INFORMATION PROVIDED START

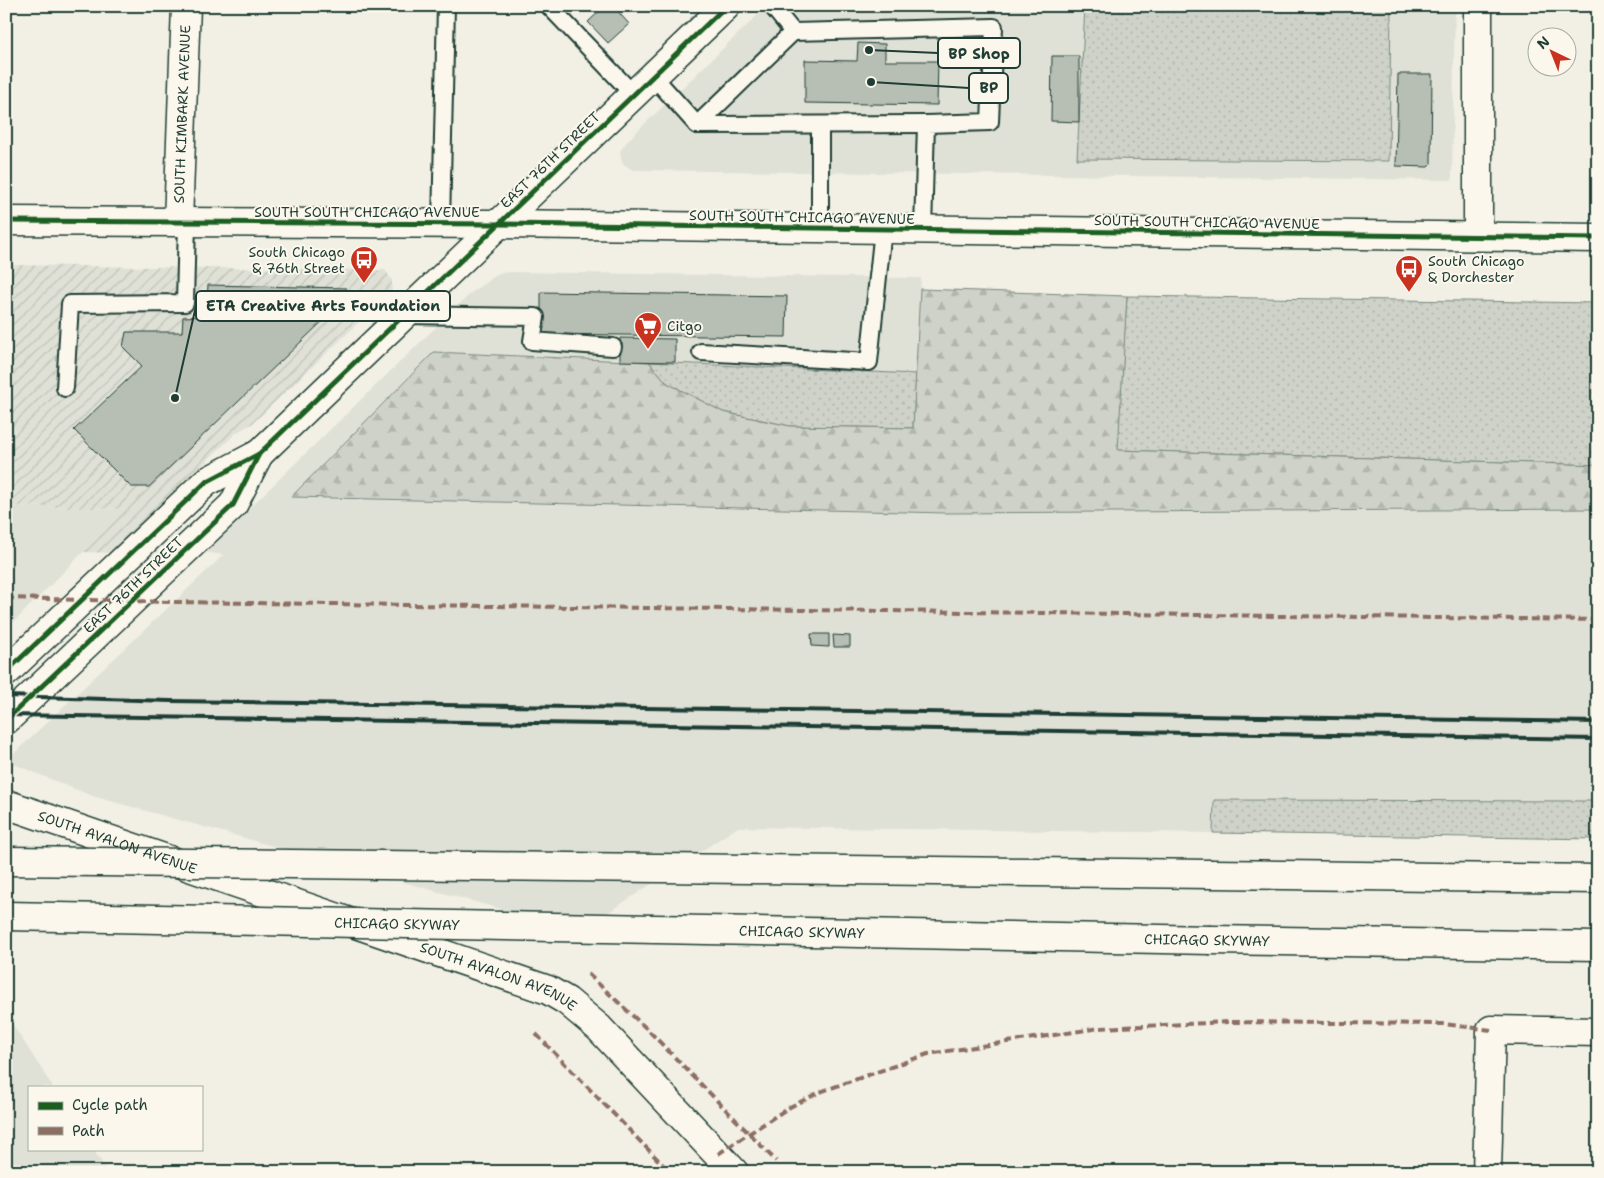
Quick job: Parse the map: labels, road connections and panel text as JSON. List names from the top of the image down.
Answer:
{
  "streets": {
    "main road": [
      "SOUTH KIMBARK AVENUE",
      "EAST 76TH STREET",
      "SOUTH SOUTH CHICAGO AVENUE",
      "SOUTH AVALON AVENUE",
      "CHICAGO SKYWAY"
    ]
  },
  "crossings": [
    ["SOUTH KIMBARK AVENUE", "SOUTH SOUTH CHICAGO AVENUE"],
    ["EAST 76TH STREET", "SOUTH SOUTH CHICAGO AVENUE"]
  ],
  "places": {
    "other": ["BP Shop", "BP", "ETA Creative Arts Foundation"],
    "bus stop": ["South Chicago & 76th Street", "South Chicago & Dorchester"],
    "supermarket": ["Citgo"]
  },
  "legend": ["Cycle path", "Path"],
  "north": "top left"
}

INFORMATION PROVIDED END

### TASK:
What's needed is every line above, retyped exactly and free of pictures.

### REPLY TO THE EXERCISE:
Quick job: Parse the map: labels, road connections and panel text as JSON. List names from the top of the image down.
Answer:
{
  "streets": {
    "main road": [
      "SOUTH KIMBARK AVENUE",
      "EAST 76TH STREET",
      "SOUTH SOUTH CHICAGO AVENUE",
      "SOUTH AVALON AVENUE",
      "CHICAGO SKYWAY"
    ]
  },
  "crossings": [
    ["SOUTH KIMBARK AVENUE", "SOUTH SOUTH CHICAGO AVENUE"],
    ["EAST 76TH STREET", "SOUTH SOUTH CHICAGO AVENUE"]
  ],
  "places": {
    "other": ["BP Shop", "BP", "ETA Creative Arts Foundation"],
    "bus stop": ["South Chicago & 76th Street", "South Chicago & Dorchester"],
    "supermarket": ["Citgo"]
  },
  "legend": ["Cycle path", "Path"],
  "north": "top left"
}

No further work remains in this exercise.